Monday, August 20Scripture Reading—Acts 6:1-7
Many of us long to be part of a vibrant, growing church where lives are transformed by grace. The depiction of the early church in Jerusalem in Acts 6 is of a growing movement that is drawing diverse people into a single community of faith. How exciting it must have been for these early Christians to realize that their message had power to attract people to their movement! Though church growth in and of itself does not verify either the truth of the message a church proclaims or serve as the only indicator of its effectiveness, it certainly does seem to indicate that people are responding to good news that can elevate, transform, and reorient lives. But growth usually brings problems of its own. Here in Acts 6, the problems the growing church in Jerusalem faced arose because there were two prominent, but distinct groups. The Hebrews were the Jewish Christians who had come to Jerusalem from the farthest reaches of the earth and whose native language was Aramaic. The Hellenists were Christians from among the Jews whose native language was Greek. You can begin to imagine the possibilities for misunderstanding, stress, and conflict that were present. The situation became very uncomfortable for everyone when the widows of the Hebrews appeared to be neglected in the daily distribution of bread. This painfully unfair treatment of a group truly in need of the church’s ministry (widows) could have threatened the unity of this fragile movement. Instead, people came together and found a solution—deacons were selected to handle the distribution of food. This allowed everyone’s needs to be met and allowed the apostles to focus their work on prayer and the proclamation of the word. The result was the continued spread of the gospel and growth of the church. All churches face challenges. We see here that the Holy Spirit can lead people to creative solutions that turn problems into possibilities, threats to harmony into opportunities for reconciliation, and competition for limited resources into opportunities for more people to be part of the mission—so that the good news spreads as far and as wide as possible. Perhaps there are lessons for us from the early church in Jerusalem as we try to accomplish more with less and find unity in the midst of our diversity.

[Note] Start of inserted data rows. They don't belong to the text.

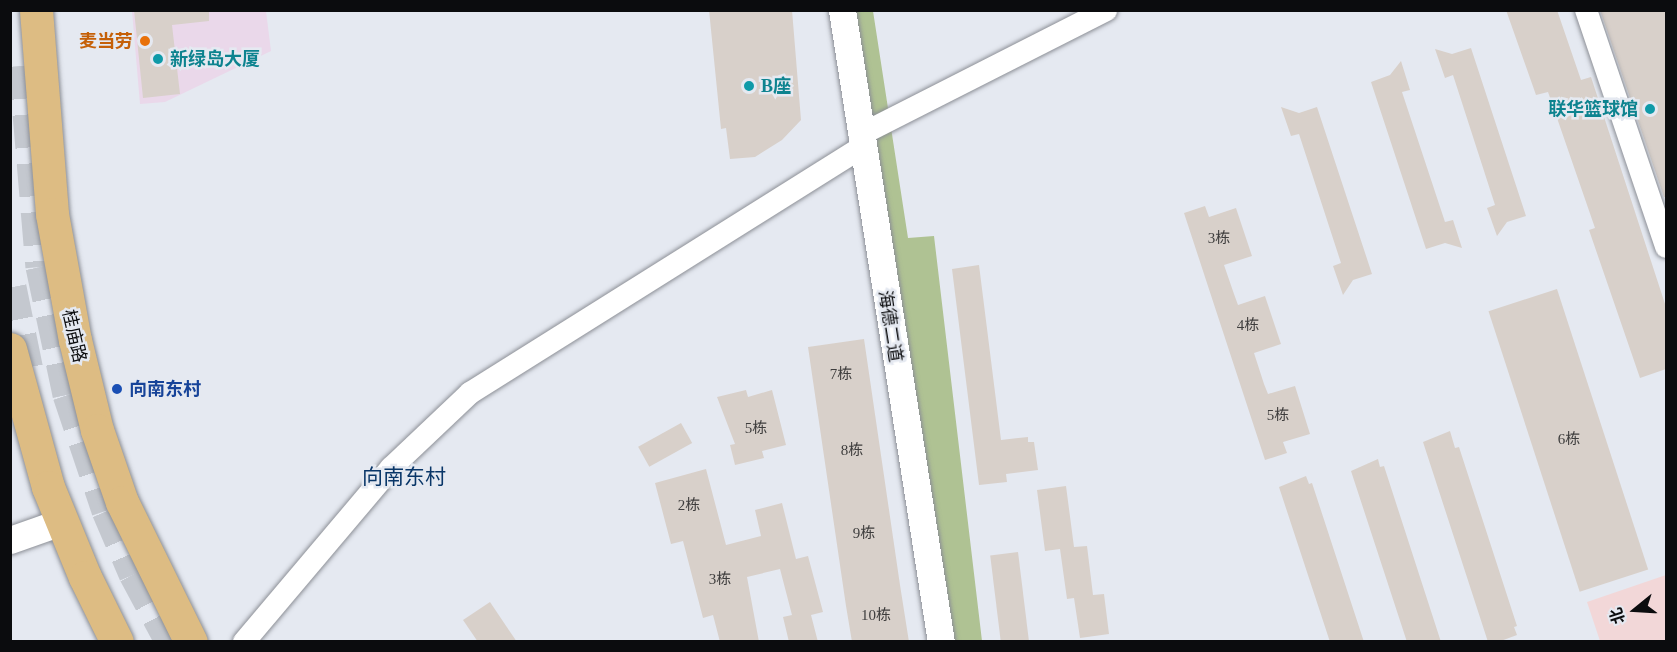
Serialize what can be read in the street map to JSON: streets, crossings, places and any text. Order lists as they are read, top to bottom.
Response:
{
  "streets": {
    "main road": ["桂庙路"],
    "street": ["海德二道"]
  },
  "districts": ["向南东村"],
  "places": [
    "麦当劳",
    "新绿岛大厦",
    "B座",
    "联华篮球馆",
    "向南东村"
  ],
  "house_numbers": [
    "3栋",
    "4栋",
    "7栋",
    "5栋",
    "5栋",
    "6栋",
    "8栋",
    "2栋",
    "9栋",
    "3栋",
    "10栋"
  ],
  "north": "left"
}
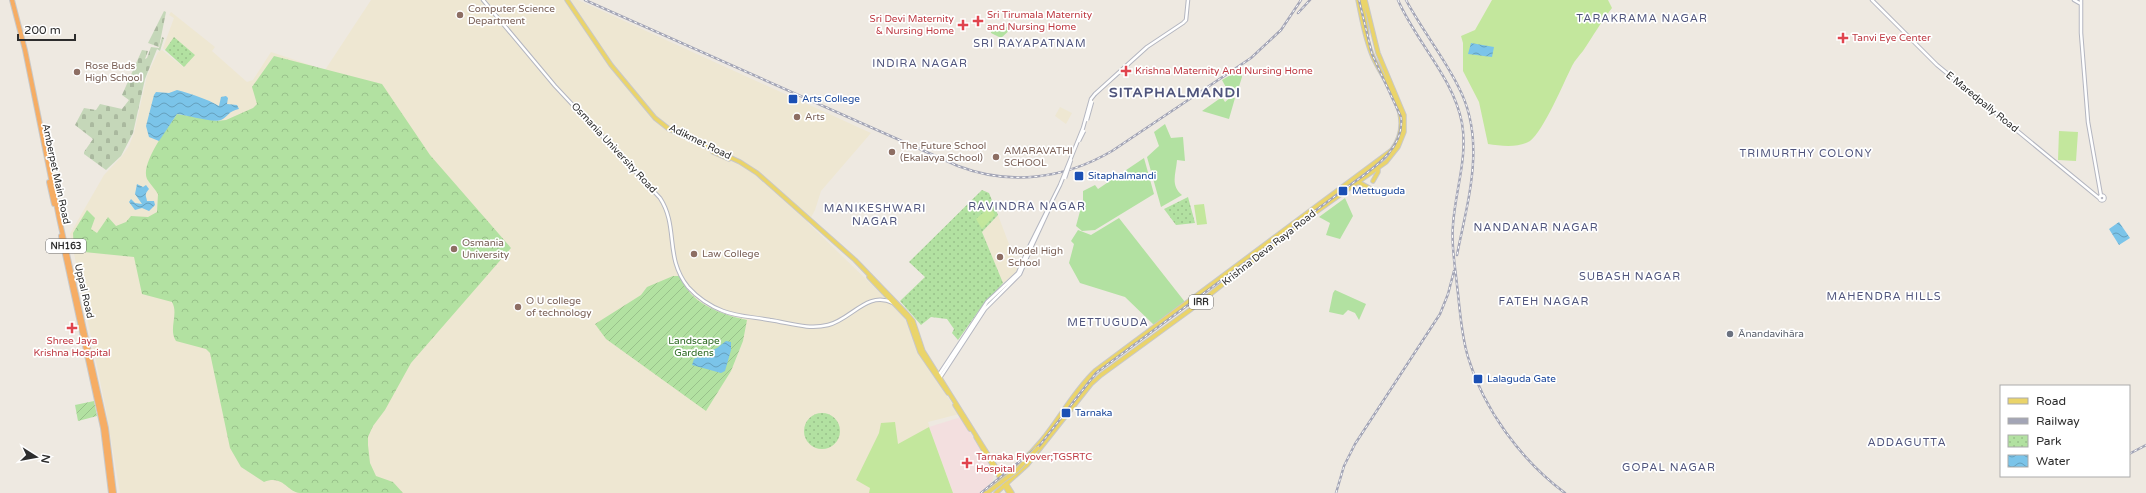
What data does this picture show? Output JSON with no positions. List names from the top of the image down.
{
  "streets": {
    "highway": ["Amberpet Main Road", "NH163", "Uppal Road"],
    "main road": [
      "E Maredpally Road",
      "Adikmet Road",
      "Osmania University Road",
      "Krishna Deva Raya Road",
      "IRR"
    ]
  },
  "crossings": [
    ["Adikmet Road", "Osmania University Road"],
    ["Amberpet Main Road", "Uppal Road"],
    ["Krishna Deva Raya Road", "IRR"]
  ],
  "districts": [
    "TARAKRAMA NAGAR",
    "SRI RAYAPATNAM",
    "INDIRA NAGAR",
    "SITAPHALMANDI",
    "TRIMURTHY COLONY",
    "RAVINDRA NAGAR",
    "MANIKESHWARI NAGAR",
    "NANDANAR NAGAR",
    "SUBASH NAGAR",
    "MAHENDRA HILLS",
    "FATEH NAGAR",
    "METTUGUDA",
    "ADDAGUTTA",
    "GOPAL NAGAR"
  ],
  "parks": ["Landscape Gardens"],
  "places": {
    "other": [
      "Computer Science Department",
      "Rose Buds High School",
      "Arts",
      "The Future School (Ekalavya School)",
      "AMARAVATHI SCHOOL",
      "Osmania University",
      "Law College",
      "Model High School",
      "O U college of technology",
      "Ānandavihāra"
    ],
    "health": [
      "Sri Tirumala Maternity and Nursing Home",
      "Sri Devi Maternity & Nursing Home",
      "Tanvi Eye Center",
      "Krishna Maternity And Nursing Home",
      "Shree Jaya Krishna Hospital",
      "Tarnaka Flyover;TGSRTC Hospital"
    ],
    "transit": [
      "Arts College",
      "Sitaphalmandi",
      "Mettuguda",
      "Lalaguda Gate",
      "Tarnaka"
    ]
  },
  "legend": [
    "Road",
    "Railway",
    "Park",
    "Water"
  ],
  "scale_bar": "200 m",
  "north": "right"
}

Thought for the day: Whenever we run into differences of culture, background, or perspective in the church, with God’s help these differences can be opportunities to allow God to bring healing and harmony as well as to discover new ways to be faithful so that the good news continues to spread.
Prayer: O God, forgive us when we, intentionally or unintentionally, fail to love and serve one another faithfully and fairly in the church. Enable us to learn the skill of coming together to find solutions that lead to harmony in our fellowship with one another so that others come to know your love and grace through our witness. Amen.